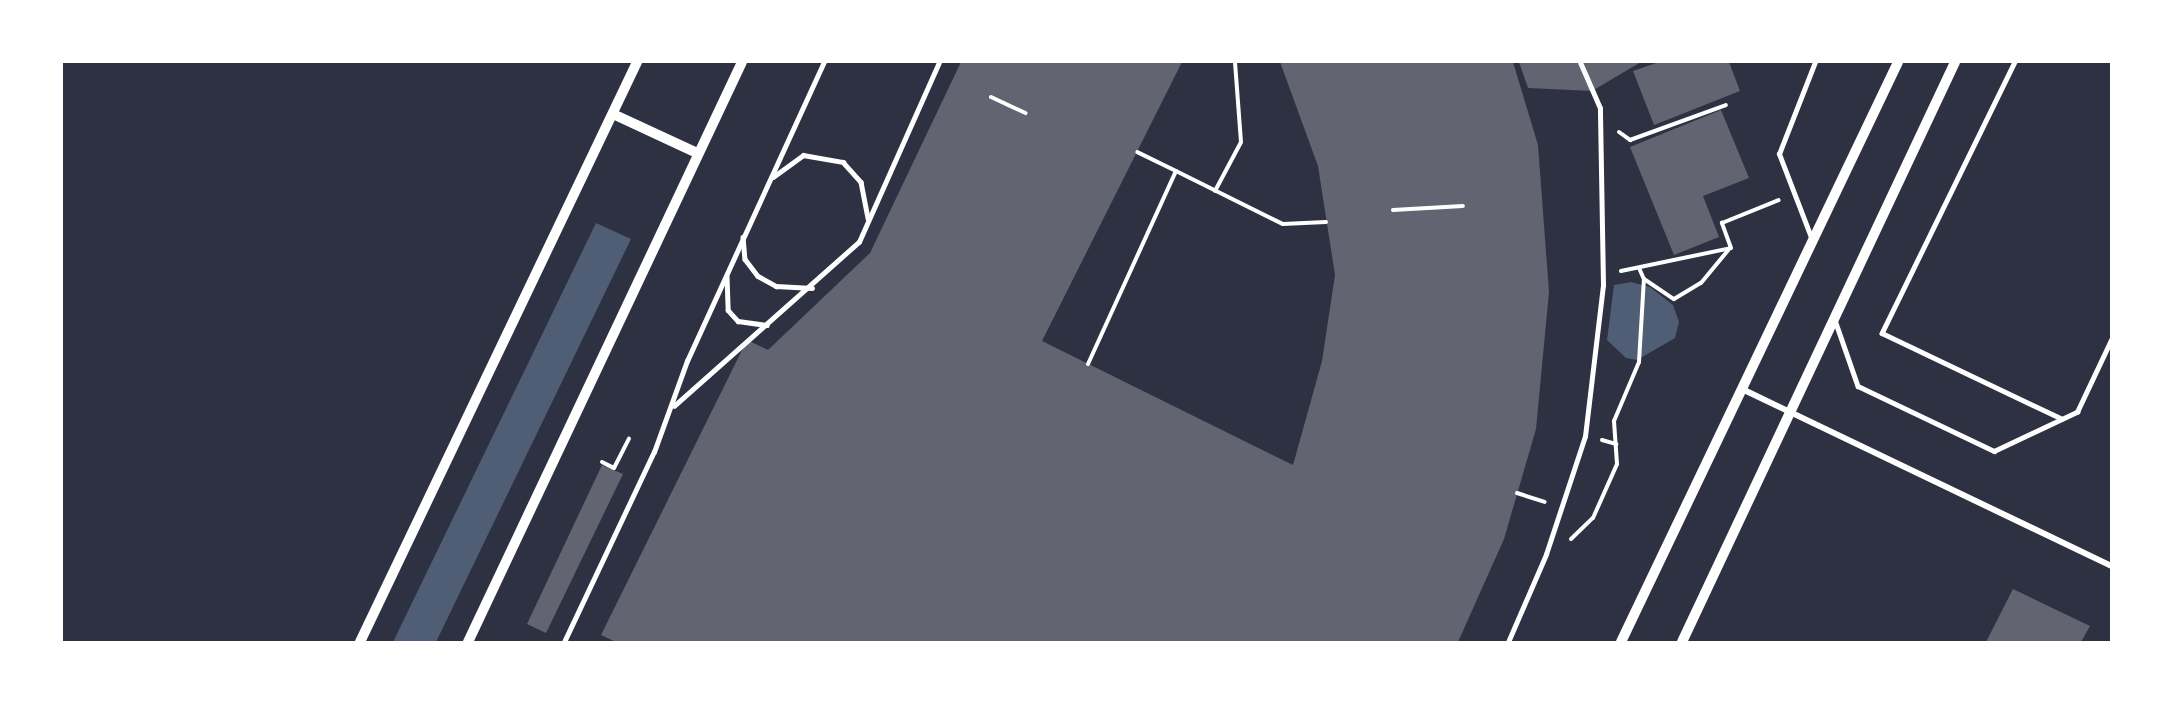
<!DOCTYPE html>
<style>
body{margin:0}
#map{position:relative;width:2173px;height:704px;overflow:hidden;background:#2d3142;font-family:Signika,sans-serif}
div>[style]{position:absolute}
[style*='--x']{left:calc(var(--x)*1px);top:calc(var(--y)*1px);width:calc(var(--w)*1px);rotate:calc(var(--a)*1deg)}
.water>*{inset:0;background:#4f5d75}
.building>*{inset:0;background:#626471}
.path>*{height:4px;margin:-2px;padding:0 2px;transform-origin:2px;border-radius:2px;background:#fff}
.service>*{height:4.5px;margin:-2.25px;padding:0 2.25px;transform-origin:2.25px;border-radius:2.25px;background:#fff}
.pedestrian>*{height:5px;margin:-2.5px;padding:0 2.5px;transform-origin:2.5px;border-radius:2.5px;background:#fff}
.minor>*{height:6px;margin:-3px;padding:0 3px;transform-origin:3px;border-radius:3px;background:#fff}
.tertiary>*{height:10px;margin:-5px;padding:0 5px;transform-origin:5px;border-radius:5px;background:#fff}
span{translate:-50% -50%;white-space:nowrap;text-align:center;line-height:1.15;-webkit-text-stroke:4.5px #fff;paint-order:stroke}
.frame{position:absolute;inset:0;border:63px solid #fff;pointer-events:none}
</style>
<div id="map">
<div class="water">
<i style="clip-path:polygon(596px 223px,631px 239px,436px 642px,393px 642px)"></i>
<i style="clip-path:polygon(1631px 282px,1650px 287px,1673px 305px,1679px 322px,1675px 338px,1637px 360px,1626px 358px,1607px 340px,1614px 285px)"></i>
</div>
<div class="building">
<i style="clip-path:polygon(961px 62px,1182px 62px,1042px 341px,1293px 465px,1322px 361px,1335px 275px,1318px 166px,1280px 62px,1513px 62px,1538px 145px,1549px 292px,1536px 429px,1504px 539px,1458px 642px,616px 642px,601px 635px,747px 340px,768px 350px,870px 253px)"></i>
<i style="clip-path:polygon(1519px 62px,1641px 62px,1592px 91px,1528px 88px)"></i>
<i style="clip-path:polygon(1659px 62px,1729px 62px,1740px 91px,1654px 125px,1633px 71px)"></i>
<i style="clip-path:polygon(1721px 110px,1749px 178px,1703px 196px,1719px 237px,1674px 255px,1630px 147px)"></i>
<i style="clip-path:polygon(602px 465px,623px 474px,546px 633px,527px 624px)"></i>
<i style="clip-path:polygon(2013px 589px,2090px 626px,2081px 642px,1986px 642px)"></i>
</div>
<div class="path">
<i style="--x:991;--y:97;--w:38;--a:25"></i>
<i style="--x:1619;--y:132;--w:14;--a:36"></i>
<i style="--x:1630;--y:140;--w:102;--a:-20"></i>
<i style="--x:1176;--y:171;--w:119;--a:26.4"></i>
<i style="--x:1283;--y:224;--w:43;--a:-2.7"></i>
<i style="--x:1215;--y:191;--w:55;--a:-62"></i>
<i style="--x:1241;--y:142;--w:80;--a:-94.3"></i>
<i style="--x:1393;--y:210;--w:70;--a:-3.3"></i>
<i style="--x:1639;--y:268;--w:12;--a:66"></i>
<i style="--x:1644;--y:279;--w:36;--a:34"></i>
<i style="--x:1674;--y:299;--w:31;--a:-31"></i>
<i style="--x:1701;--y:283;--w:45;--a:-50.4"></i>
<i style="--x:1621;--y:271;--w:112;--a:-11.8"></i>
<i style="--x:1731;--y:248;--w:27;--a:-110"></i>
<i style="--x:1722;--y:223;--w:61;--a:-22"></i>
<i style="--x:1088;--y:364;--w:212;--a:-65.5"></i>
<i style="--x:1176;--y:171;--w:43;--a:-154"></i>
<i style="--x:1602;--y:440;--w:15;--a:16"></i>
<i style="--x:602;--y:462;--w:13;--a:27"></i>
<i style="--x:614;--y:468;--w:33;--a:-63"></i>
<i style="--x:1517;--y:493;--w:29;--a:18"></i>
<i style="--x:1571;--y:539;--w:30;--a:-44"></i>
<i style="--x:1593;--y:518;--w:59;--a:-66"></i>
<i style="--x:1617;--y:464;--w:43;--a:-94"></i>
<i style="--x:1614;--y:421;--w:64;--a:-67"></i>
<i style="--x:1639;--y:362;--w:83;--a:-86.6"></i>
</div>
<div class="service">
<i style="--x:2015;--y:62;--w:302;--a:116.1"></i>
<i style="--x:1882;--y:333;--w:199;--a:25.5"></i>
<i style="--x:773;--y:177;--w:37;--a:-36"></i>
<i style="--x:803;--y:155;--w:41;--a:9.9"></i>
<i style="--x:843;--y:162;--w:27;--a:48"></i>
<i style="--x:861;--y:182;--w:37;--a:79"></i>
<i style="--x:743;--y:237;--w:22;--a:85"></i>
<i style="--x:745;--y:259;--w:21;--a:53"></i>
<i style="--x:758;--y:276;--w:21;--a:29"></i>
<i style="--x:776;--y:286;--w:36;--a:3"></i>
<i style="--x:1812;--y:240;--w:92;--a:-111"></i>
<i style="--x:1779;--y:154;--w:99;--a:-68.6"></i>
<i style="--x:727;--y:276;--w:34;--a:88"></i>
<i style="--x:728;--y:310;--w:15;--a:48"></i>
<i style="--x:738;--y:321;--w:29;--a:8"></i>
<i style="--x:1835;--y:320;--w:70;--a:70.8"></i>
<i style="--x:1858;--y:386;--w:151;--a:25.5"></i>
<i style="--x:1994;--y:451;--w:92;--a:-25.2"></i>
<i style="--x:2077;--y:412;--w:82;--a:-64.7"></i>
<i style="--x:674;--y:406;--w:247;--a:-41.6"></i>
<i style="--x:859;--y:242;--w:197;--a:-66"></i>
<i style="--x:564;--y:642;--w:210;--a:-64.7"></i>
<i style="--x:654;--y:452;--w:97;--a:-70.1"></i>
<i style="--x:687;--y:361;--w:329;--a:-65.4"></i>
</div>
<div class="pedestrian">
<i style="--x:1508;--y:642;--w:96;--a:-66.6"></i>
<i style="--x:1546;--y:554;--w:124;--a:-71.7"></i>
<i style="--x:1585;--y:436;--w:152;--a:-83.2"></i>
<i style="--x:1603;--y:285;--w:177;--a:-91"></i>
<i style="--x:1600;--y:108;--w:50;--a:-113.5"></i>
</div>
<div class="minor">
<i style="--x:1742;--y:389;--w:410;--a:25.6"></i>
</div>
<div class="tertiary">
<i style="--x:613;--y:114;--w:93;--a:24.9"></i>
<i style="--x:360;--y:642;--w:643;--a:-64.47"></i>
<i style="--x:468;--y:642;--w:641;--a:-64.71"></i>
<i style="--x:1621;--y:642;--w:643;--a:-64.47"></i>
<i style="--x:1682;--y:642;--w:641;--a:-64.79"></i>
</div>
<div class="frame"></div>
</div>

(Instructions for the task)
Where a line contains the word "width", copy that line from the listing above.

(Answer to this problem)
#map{position:relative;width:2173px;height:704px;overflow:hidden;background:#2d3142;font-family:Signika,sans-serif}
[style*='--x']{left:calc(var(--x)*1px);top:calc(var(--y)*1px);width:calc(var(--w)*1px);rotate:calc(var(--a)*1deg)}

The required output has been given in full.